The marketable securities to be held to maturity are stated at amortized
cost. Marketable securities classified as available-for-sale are stated at
market value, with unrealized gains and losses reported as a separate component
of stockholder's equity, net of deferred income taxes. If a decline in market
value is determined to be other than temporary, any such loss is charged to
earnings. Marketable securities accounted for as trading securities are stated
at market value, with unrealized gains and losses charged to income. William A.
Coskey, the Company's President and Chief Executive Officer, is responsible for
managing the Company's portfolio of marketable securities. The funds used in
this portfolio were from generally available cash reserves. During 1996, the
Company made no new investment of funds in the securities portfolio.
The Company has implemented a policy that restricts it from purchasing
any securities on margin, and also limits the investment of any one security or
mutual fund to represent no more than 10% of the Company's investment portfolio.
The Company believes that the risks associated with its investment portfolio are
slightly higher than the risk of loss in a Standard & Poor's 500 Index Fund.
This higher risk is due to the less diverse distribution of the Company's
portfolio as compared to the broadly based Standard & Poor's 500 Stock Index.
Financing activities provided cash totaling $16,375 and $507,325 during
1995 and 1996. During 1996, $190,000 was provided from the issuance of Common
Stock.

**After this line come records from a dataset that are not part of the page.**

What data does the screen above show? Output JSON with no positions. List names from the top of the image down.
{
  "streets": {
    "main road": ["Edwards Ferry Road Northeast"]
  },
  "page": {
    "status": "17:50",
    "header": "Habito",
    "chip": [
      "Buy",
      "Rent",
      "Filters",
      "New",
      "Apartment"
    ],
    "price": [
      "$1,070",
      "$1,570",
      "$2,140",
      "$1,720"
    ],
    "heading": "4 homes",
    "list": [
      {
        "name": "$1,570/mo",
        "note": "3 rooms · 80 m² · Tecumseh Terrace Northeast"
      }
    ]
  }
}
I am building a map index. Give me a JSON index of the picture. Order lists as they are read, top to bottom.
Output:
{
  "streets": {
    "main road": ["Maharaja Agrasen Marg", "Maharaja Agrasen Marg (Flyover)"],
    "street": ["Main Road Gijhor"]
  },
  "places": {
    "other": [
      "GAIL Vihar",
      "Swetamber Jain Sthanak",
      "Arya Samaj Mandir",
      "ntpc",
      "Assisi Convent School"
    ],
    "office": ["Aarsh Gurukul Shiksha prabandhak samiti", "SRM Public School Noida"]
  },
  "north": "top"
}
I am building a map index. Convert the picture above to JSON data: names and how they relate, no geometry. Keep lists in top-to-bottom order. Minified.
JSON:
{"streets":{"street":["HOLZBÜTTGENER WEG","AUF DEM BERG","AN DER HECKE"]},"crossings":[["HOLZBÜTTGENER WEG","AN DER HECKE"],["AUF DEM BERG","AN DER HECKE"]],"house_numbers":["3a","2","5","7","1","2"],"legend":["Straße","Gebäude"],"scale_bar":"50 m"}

Additionally, financing activities provided net cash of $42,325 as a
result of the net sale of treasury stock, and an increase in borrowings of
$275,000 under its line of credit. The Company has additional financing amounts
available on its line of credit ($25,000 at December 31, 1996), and the proceeds
of $1,000,000 from a private placement of common stock. The line of credit has
been used principally to finance accounts receivable and inventory purchases. Of
the $1,000,000 proceeds received from the sale of securities, $200,000 was
received in 1996 with the remaining balance being paid in full in January, 1997;
$787,437 is expected to be used for working capital, and the balance of $212,563
was used to purchase Thermaire, Inc. dba Thermal Corp. Additional bank financing
in the amount of $450,000 has been obtained for the purchase of the facilities
that Thermaire, Inc. dba Thermal Corp. had been leasing.
Upon the consummation of the acquisition of Thermal on February 15, 1997
the Company immediately implemented a cost reduction program which reduced the
operating costs during the first quarter of 1997. During this time, the Company
also experienced a backlog of orders from its commercial and industrial
customers which are currently being filled. The revenues generated from the sale
of its products combined with its ongoing efforts in controlling costs will
provide the Company with sufficient cash to meet working capital requirements
during the next twelve months. The Company anticipates that the acquisition of
Thermal will increase revenues by approximately 54% during the next twelve
months.
During the next twelve months, the Company expects to incur an estimated
$100,000 for capital expenditures, a majority of which is expected to be
incurred for specialized computer production
19
<PAGE>
equipment. The actual amount and timing of such capital expenditures may vary
substantially depending upon, among other things, the Company's level of growth.
ASSET MANAGEMENT
The Company's cash flow from operations has been affected primarily by
the timing of its collection of trade accounts receivable. The Company typically
sells its products and services on short-term credit terms and seeks to minimize
its credit risk by performing credit checks and conducting its own collection
efforts. The Company had trade accounts receivable of $622,512 and $593,739 at
December 31, 1995 and 1996, respectively. The number of days' sales outstanding
in trade accounts receivable was 50 days and 39 days, respectively. Bad debt
expenses have been insignificant (approximately .01%) for each of these periods.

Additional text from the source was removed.